Is the cloud secure? Is it a security risk? The answer to both questions appears to be “yes,” “no,” and even “maybe,” depending upon who you ask.
These questions are top-of-mind for many businesses. In fact, a recent Autotask survey of 1,300 IT service providers across North America, Europe and around the world found expansion of cloud services is the biggest factor driving demand for IT services.
But the same survey also found tighter security remains top of mind. According to the survey, 54% of IT companies said security was the top concern among their clients, followed by support for the cloud at 52%, mobile-device management at 46% and data management at 45%.

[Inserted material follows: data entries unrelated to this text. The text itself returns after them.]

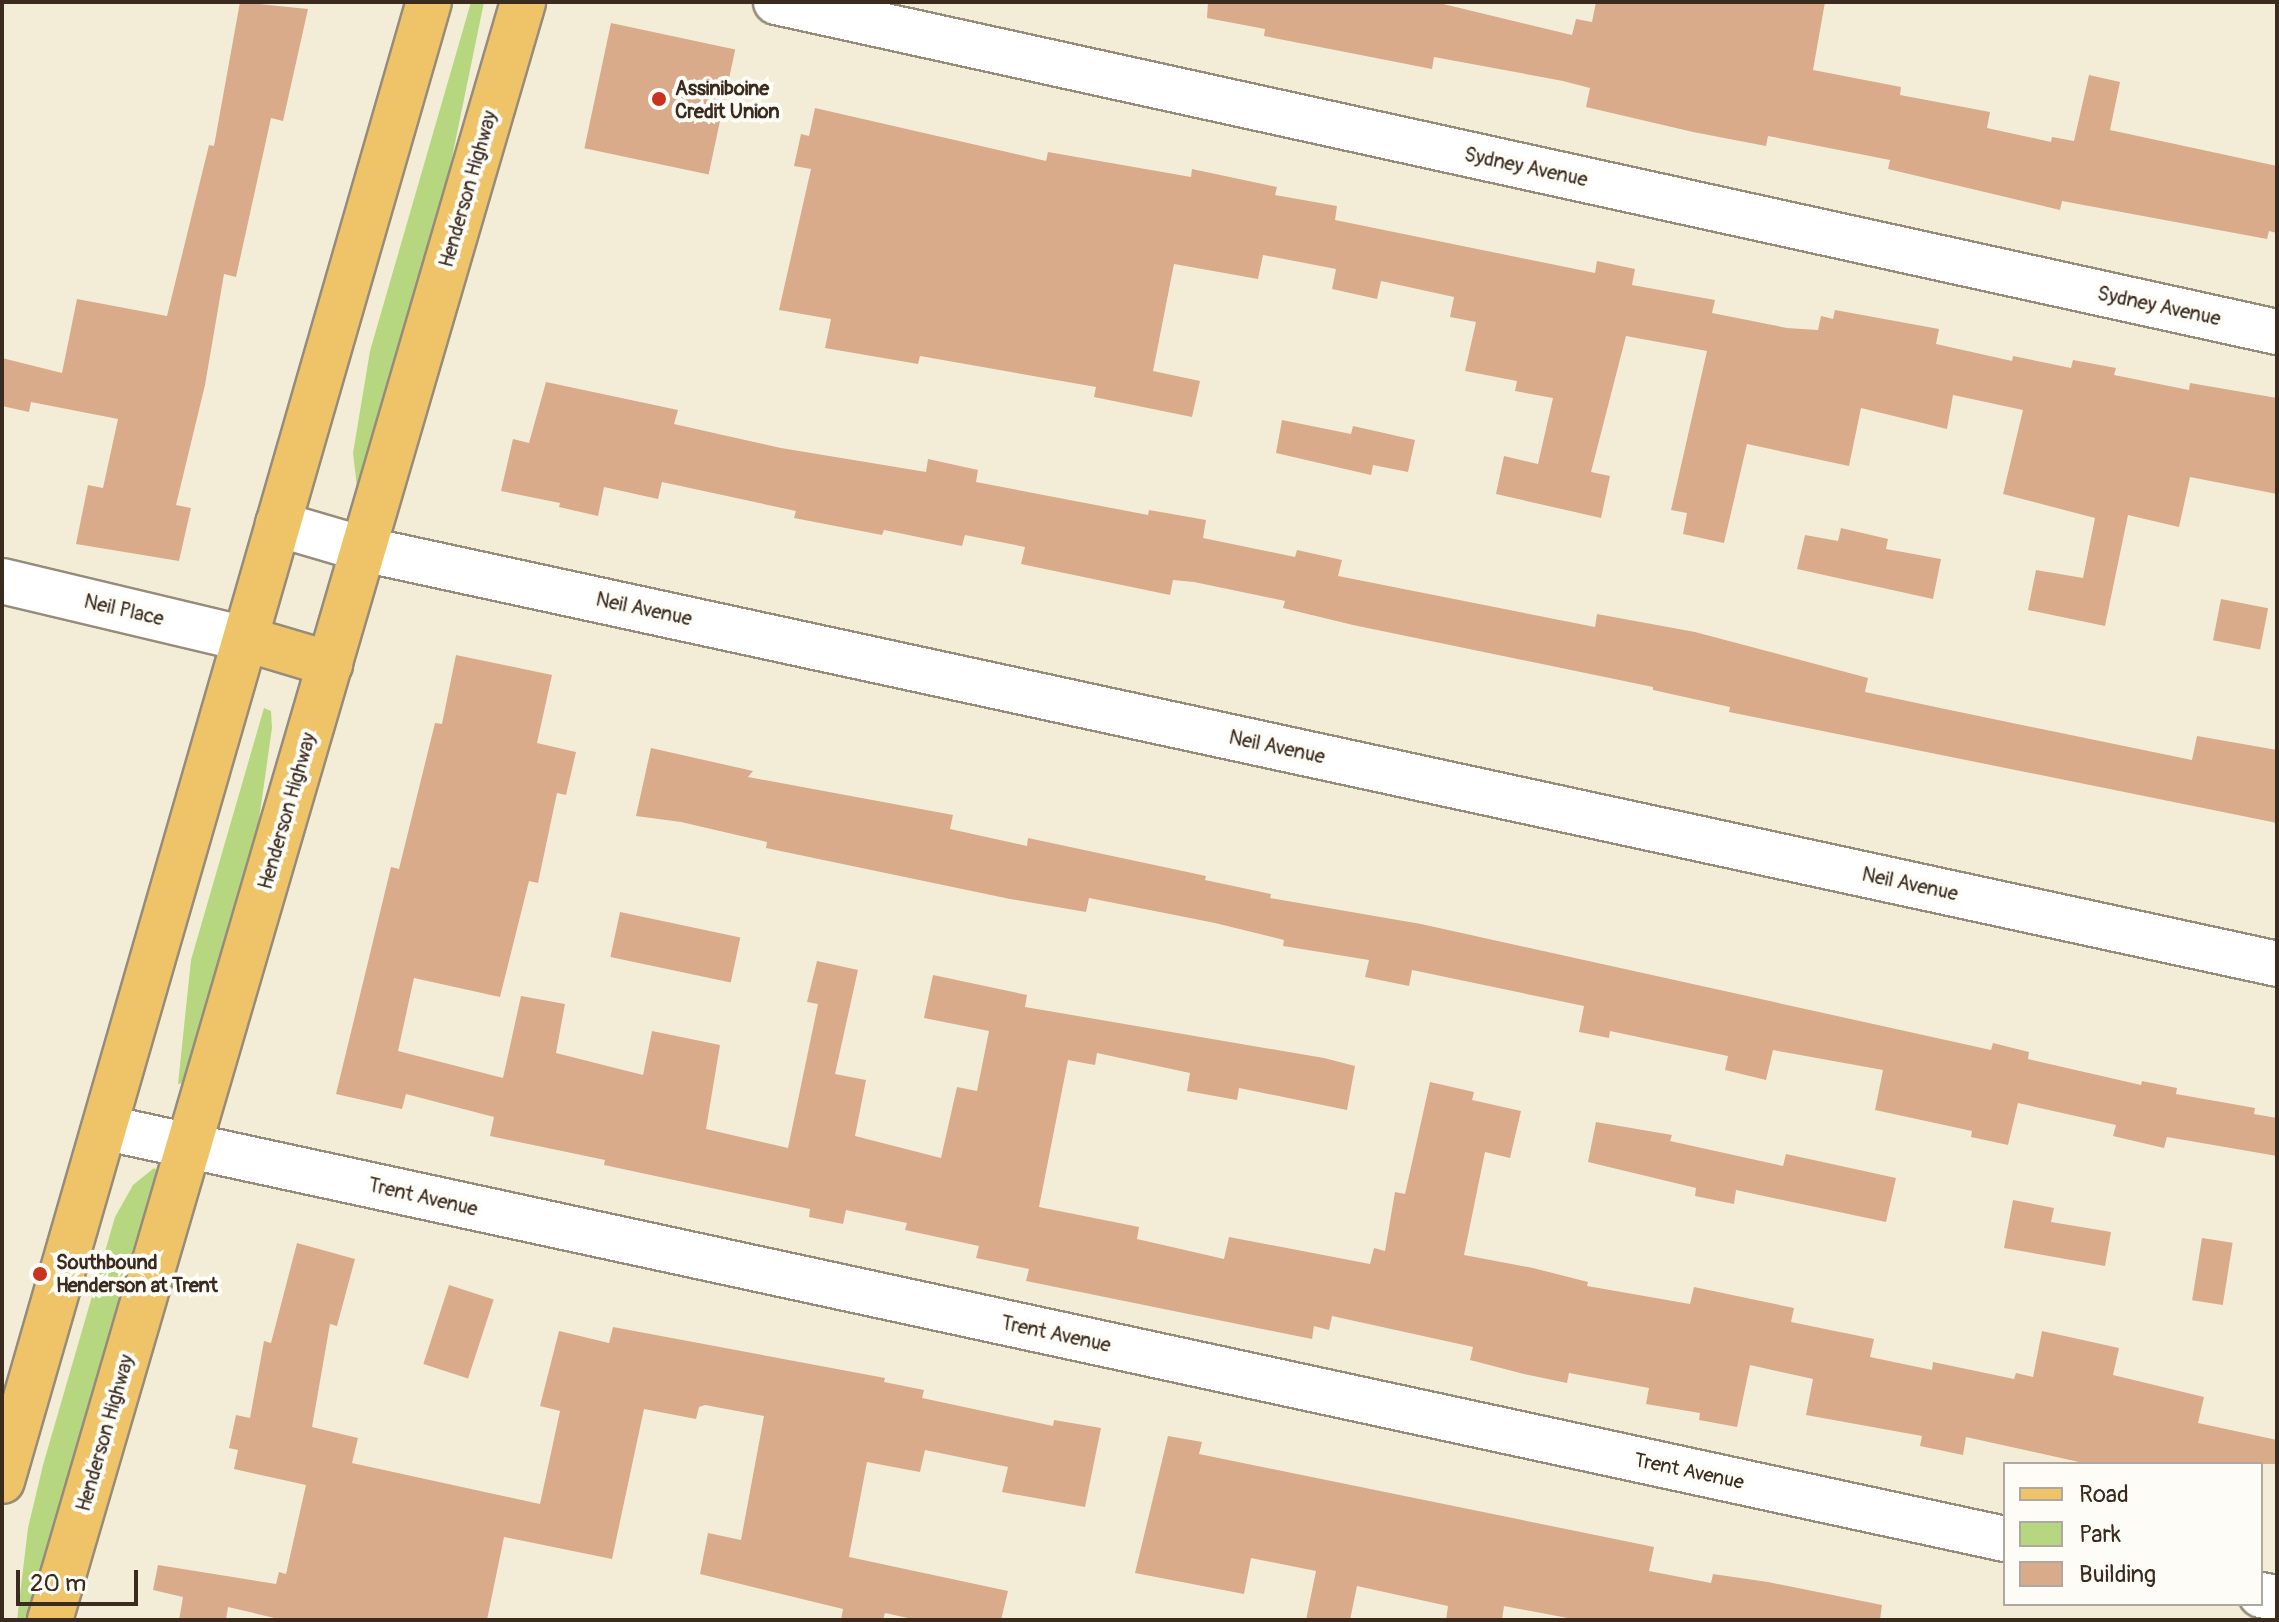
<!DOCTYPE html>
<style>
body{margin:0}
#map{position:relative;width:2279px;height:1622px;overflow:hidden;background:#f3edd8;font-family:Pangolin,sans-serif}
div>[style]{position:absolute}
.green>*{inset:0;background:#b6d77f}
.building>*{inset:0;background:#d9ab8b;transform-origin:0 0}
.roads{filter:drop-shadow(2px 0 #978c7b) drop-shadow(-2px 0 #978c7b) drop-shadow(0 2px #978c7b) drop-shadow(0 -2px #978c7b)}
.minor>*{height:44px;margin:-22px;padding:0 22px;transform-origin:22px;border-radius:22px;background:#fff}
.major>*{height:44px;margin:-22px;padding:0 22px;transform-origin:22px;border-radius:22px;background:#efc469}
.dots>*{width:22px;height:22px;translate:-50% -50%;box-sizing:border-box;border:4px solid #fdfcf7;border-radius:50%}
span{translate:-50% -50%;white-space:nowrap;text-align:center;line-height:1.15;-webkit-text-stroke:8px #fdfcf7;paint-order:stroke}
.poi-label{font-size:20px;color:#3b2a1e;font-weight:700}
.left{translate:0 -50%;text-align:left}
.street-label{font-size:20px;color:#3b2a1e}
.frame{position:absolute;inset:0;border:4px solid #3b2a1e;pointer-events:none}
.legend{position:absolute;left:2003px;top:1462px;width:260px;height:144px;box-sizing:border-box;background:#fdfcf7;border:2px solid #afa8a0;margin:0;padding:10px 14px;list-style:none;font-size:24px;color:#3b2a1e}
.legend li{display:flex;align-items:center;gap:16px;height:40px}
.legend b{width:40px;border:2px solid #afa8a0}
.scale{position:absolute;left:16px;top:1570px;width:122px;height:36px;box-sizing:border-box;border:4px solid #3b2a1e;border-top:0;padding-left:10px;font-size:24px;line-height:28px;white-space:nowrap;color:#3b2a1e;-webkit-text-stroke:6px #fdfcf7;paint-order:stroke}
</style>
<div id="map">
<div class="green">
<div style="clip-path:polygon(471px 2px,484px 2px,448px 177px,380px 423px,357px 487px,353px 453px,370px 351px)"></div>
<div style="clip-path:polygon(264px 708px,271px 711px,272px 728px,254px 855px,184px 1083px,178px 1084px,191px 960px)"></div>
<div style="clip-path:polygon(154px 1168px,159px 1172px,33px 1607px,28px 1620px,17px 1620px,28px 1528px,43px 1465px,115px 1217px,133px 1185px)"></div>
</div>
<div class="building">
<div style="clip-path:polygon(240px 2px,308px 9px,283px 121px,271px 118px,236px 277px,224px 274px,205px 385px,176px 505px,191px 508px,179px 561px,76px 544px,88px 485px,103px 488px,118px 419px,31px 402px,29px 412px,2px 406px,2px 358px,62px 373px,77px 299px,167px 316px,209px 145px,214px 146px)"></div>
<div style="clip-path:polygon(1208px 2px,1435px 2px,1572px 35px,1576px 19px,1592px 22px,1596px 2px,1825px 2px,1813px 70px,1901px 87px,1900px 95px,1990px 112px,1987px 128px,2051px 142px,2052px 137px,2074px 141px,2089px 75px,2120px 82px,2110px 130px,2277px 166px,2277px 233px,2269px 231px,2267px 239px,2062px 201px,2060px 210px,1888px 169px,1890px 160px,1768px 136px,1766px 146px,1693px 132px,1586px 107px,1590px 88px,1563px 81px,1434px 57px,1432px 69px,1264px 36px,1265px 29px,1207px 18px)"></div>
<div style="left:611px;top:23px;width:127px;height:128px;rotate:12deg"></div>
<div style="clip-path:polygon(815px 108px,1046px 161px,1048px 152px,1191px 177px,1192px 169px,1277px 187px,1275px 195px,1337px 206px,1335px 220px,1595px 273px,1597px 261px,1635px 269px,1632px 285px,1715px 300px,1712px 313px,1787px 328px,1818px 330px,1821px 316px,1833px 319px,1835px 310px,1939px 329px,1936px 344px,2012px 361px,2013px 356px,2071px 368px,2073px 360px,2116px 368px,2114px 375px,2189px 390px,2190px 383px,2277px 398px,2277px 494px,2190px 477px,2179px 527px,2128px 515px,2105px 626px,2028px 610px,2036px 570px,2083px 578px,2095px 518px,2003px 494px,2023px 410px,1953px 395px,1947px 429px,1861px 408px,1849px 466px,1747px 444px,1724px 543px,1683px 534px,1687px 513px,1671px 510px,1707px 351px,1626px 336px,1591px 472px,1610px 476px,1601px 518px,1496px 494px,1504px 456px,1538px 464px,1553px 398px,1515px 391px,1517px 381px,1465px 371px,1476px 322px,1450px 317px,1454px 297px,1381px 281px,1377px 299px,1332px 289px,1336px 269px,1263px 255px,1258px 279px,1174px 264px,1153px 371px,1200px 381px,1192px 417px,1094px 397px,1096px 387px,920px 356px,918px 364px,825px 348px,831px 319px,779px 310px,811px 169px,794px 166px,801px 134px,809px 136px)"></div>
<div style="clip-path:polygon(546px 382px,678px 410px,674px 424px,781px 448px,926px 472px,928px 459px,978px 470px,976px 482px,1148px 515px,1149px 510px,1206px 520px,1203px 538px,1295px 557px,1297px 550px,1342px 560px,1338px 576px,1595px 627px,1597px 614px,1695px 632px,1868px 678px,1865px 692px,1945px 709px,2192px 760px,2197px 736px,2277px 750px,2277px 823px,1729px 712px,1730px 707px,1653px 690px,1653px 687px,1353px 625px,1283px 608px,1285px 601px,1194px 582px,1173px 580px,1170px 595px,1021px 564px,1025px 547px,965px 535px,962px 546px,884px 530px,882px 535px,794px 518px,796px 511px,662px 482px,658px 499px,604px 487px,598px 516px,559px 507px,560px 503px,501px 491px,513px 439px,529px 443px)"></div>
<div style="clip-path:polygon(1282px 420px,1351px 434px,1353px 426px,1415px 440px,1408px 472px,1373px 465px,1371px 475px,1276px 453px)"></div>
<div style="clip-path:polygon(1841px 528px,1888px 539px,1886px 549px,1941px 559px,1933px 599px,1797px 569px,1805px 535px,1838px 541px)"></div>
<div style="left:2221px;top:599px;width:48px;height:42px;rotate:11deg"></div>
<div style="clip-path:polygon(456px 655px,552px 675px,537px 743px,576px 752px,566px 795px,557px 793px,538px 883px,529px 881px,500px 997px,414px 978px,398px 1051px,503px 1078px,521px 996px,565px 1004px,556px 1053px,643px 1075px,652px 1031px,720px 1045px,706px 1129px,788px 1148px,818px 1004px,807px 1002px,817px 961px,858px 970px,835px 1074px,866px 1080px,855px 1136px,941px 1158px,957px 1087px,977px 1091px,989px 1031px,924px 1018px,933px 975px,1027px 995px,1025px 1007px,1324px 1058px,1355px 1066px,1347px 1110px,1239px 1088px,1237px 1100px,1187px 1091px,1190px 1073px,1097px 1053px,1095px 1065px,1068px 1060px,1039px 1207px,1139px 1227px,1137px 1239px,1224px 1259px,1229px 1237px,1370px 1264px,1374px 1248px,1385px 1251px,1395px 1192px,1405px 1194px,1430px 1082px,1474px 1092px,1472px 1100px,1521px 1111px,1510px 1158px,1485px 1152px,1464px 1255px,1533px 1268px,1588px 1282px,1587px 1286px,1690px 1304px,1694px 1287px,1794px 1308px,1791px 1322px,1874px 1339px,1870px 1357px,1932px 1370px,1933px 1362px,2014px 1379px,2016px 1373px,2033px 1377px,2042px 1331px,2119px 1348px,2113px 1375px,2204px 1397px,2198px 1423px,2277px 1440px,2277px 1464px,2088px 1464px,1966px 1437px,1963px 1455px,1920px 1446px,1922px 1436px,1806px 1415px,1813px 1379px,1750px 1365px,1737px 1427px,1699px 1420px,1700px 1413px,1646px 1404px,1649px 1388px,1569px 1373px,1567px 1383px,1524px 1374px,1470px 1360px,1473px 1347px,1332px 1316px,1329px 1330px,1314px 1326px,1312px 1339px,1026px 1281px,1029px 1269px,976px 1258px,979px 1246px,905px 1230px,907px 1223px,846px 1210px,843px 1224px,809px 1217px,810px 1209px,604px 1165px,605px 1160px,490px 1136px,494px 1117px,406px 1094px,402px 1109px,336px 1094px,391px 867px,399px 869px,435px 723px,442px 724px)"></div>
<div style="clip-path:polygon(651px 748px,753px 771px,748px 777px,953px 815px,950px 829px,1027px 846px,1028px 838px,1206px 876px,1205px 880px,1271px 894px,1270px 898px,1421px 924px,1991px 1050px,1993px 1043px,2029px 1052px,2028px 1059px,2141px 1085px,2142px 1081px,2177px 1088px,2176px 1094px,2255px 1108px,2254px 1114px,2277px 1118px,2277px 1156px,2167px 1137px,2164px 1148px,2113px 1136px,2116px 1125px,2018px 1103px,2008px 1145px,1971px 1137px,1972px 1131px,1875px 1110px,1883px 1070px,1773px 1050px,1766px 1080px,1725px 1070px,1728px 1056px,1610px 1031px,1609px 1038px,1579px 1032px,1584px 1006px,1412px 970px,1409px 986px,1365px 977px,1369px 960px,1283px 946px,1284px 940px,1215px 923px,1089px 898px,1086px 912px,1010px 899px,766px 848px,767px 842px,681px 822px,636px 816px)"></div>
<div style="left:620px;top:912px;width:123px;height:46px;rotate:12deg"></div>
<div style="clip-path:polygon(1596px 1122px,1672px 1135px,1670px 1141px,1783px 1166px,1786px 1154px,1896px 1178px,1886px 1222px,1736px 1190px,1734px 1204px,1695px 1196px,1696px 1188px,1588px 1162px)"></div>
<div style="clip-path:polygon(2013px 1200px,2054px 1208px,2051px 1222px,2111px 1232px,2105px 1266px,2004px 1248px)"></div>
<div style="left:2202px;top:1238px;width:31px;height:63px;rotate:9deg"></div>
<div style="clip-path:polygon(297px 1243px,355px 1259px,337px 1326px,330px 1324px,312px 1427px,358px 1438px,352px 1463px,540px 1504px,560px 1411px,540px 1406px,559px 1331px,609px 1343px,613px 1327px,885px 1378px,884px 1382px,924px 1390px,922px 1398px,1053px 1426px,1054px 1420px,1101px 1428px,1085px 1507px,1002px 1492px,1008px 1467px,925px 1450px,920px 1472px,867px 1462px,849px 1557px,1008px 1591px,1001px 1620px,917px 1620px,885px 1613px,883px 1620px,841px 1620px,843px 1609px,700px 1574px,708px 1533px,741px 1540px,764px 1416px,705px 1405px,699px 1407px,696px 1419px,644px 1409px,612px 1559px,504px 1537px,487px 1620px,283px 1620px,228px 1607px,226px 1620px,179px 1620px,183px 1597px,153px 1590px,158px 1565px,276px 1584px,279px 1572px,286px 1574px,306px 1485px,234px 1469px,238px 1450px,229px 1448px,236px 1415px,250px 1418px,264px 1341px,271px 1343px)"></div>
<div style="left:449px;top:1285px;width:47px;height:83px;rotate:18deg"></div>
<div style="clip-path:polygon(1168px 1436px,1202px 1442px,1199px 1454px,1654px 1547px,1649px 1571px,1711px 1583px,1713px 1574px,1768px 1582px,1882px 1605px,1880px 1620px,1578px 1620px,1504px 1606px,1502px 1620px,1446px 1620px,1448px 1606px,1357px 1586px,1350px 1620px,1306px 1620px,1316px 1571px,1251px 1558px,1244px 1594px,1135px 1573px)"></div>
</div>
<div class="roads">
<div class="minor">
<div style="left:776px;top:2px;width:1537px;rotate:12.4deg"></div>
<div style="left:278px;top:524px;width:89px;rotate:16.4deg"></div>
<div style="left:363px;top:549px;width:1958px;rotate:12.23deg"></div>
<div style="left:2px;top:581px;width:251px;rotate:13.4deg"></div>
<div style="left:107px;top:1128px;width:1942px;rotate:12.22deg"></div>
<div style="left:2261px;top:1595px;width:16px;rotate:11deg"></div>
</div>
<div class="major">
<div style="left:246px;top:639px;width:88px;rotate:16.6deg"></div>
<div style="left:2px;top:1481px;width:1539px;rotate:-73.9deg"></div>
<div style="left:50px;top:1620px;width:1686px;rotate:-73.7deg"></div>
</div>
</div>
<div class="dots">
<div style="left:659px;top:99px;background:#c8321e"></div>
<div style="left:40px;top:1274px;background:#c8321e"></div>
</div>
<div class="poi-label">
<span class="left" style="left:675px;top:100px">Assiniboine<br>Credit Union</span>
<span class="left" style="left:56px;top:1274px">Southbound<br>Henderson at Trent</span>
</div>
<div class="street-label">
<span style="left:1526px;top:167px;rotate:12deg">Sydney Avenue</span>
<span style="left:468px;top:189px;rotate:-74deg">Henderson Highway</span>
<span style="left:2159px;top:306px;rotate:12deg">Sydney Avenue</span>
<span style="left:644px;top:609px;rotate:12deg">Neil Avenue</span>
<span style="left:124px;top:610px;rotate:13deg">Neil Place</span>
<span style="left:1277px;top:747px;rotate:12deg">Neil Avenue</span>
<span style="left:287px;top:811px;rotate:-74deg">Henderson Highway</span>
<span style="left:1910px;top:884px;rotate:12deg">Neil Avenue</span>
<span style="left:423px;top:1197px;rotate:13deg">Trent Avenue</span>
<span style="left:1056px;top:1334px;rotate:12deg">Trent Avenue</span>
<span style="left:105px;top:1433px;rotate:-74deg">Henderson Highway</span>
<span style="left:1689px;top:1471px;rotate:12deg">Trent Avenue</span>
</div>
<div class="frame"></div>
<ul class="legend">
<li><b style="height:10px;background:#efc469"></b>Road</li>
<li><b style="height:22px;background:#b6d77f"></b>Park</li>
<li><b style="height:22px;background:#d9ab8b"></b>Building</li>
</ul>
<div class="scale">20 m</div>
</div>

And concerns about security may be ramped up in the wake of the Heartbleed security hole in OpenSSL discovered last week. “Implementing OpenSSL on a web server should have provided encrypted communications over the Internet, but instead, could be abused to leak user passwords, private keys and session tokens,” according to a recent ZDNet article. The flaw impacted components of on-premise systems, private clouds and public cloud providers, the article stated.
Fortunately, while lessons will be learned from the Heartbleed vulnerability, such bugs are not common.
Strong opinions remain on both sides of the cloud-security question. Commonwealth Bank of Australia CIO Michael Harte said security, regulatory and financial concerns were “excuses” for avoiding the cloud that businesses need to get over, according to a 2012 ZDNet article. Yet another 2013 ZDNet article quoted Australia’s Department of Foreign Affairs and Trade CIO Tuan Dao as saying there is a good deal of “hype” surrounding the cloud, but that some data security and privacy concerns have yet to be addressed.
There are a number of explanations for the range in views on the question of cloud security, the most obvious being the answer is not as simple as “yes” or “no.” For example, much can depend on the cloud provider.
“The first thing we’re talking to clients about is that not all clouds are equal,” Intelligent Business Research Services Security Analyst James Turner told ZDNet.
“Assessing cloud security starts with the basics of due diligence, including ensuring a cloud provider is financially viable and collecting the alphabet soup of audits and certifications—SSAE 16 (SOC 1), SAS 70 type II, ISO 27001,” according to an article on NU’s PC360. It also discussed taking a “deeper dive into a provider’s security.”
“We have come up with our own question set for cloud vendors based on our own experience, partnership with our internal audit department and parent organization [Tokio Marine Holdings Japan], plus research from advisory firms who really know who the best providers are,” Andrew Peel, senior vice president and CIO, Philadelphia Insurance Cos., said in the article.
Peel said his company uses a cloud-based solution from AirWatch to enhance security around mobile-device management. “Our security team worked with our IT infrastructure staff and the business side to develop a whole set of questions around data to protect, access controls, monitoring, reporting and other components to be sure we were compliant. We then worked with legal to be sure we had the right non-disclosure agreements and data protection in place, and collected their SSAE 16 and other documentation to be sure their housekeeping was in order,” he said.
John Howie, COO, Cloud Security Alliance, said in the PC360 article that the major providers tend to do well with security measures. “A lot of the uncertainty has been removed from the security picture with cloud. All the major cloud providers are rock solid today,” he said.
Indeed, the irony for some companies considering the cloud but worried about security is that a cloud provider may in fact employ more comprehensive security measures than the company itself.
“Think about the resources cloud providers throw at physical security and the investments they make in safeguarding their environments—data centers whose locations are kept secret, armed guards and multiple layers of security, multiple certifications that have passed different levels of compliance audits. Cloud providers go through a lot more scrutiny than a carrier’s own data center,” said Chad Hersh, managing director in Novarica’s insurance practice, in the PC360 article,
Generally, as businesses become more familiar and comfortable with cloud services, security concerns tend to ease, as shown in a survey of 1,068 companies conducted earlier this year by RightScale Inc.
The RightScale survey shows nearly one-third of executives and professionals who have not yet implemented cloud identify security as their top concern, but the number falls to 13% among “seasoned, heavy users of cloud services,” according to a recent story in Forbes. For those seasoned companies, compliance, cost and performance were among their larger concerns, according to the article.
Cloud Security Alliance’s Howie, however, cautioned in the PC360 article that companies should avoid complacency as they become more comfortable. “You can shift responsibility to the cloud provider, but you cannot shift accountability,” he said. “If something goes wrong, you are going to need to explain to regulators and your policyholders what happened.”
And, of course, even proper due diligence does not guarantee invulnerability. The catch is that, in this case, signs that a service provider supports good security practices turned out to be a major vulnerability. How does a buyer assess that?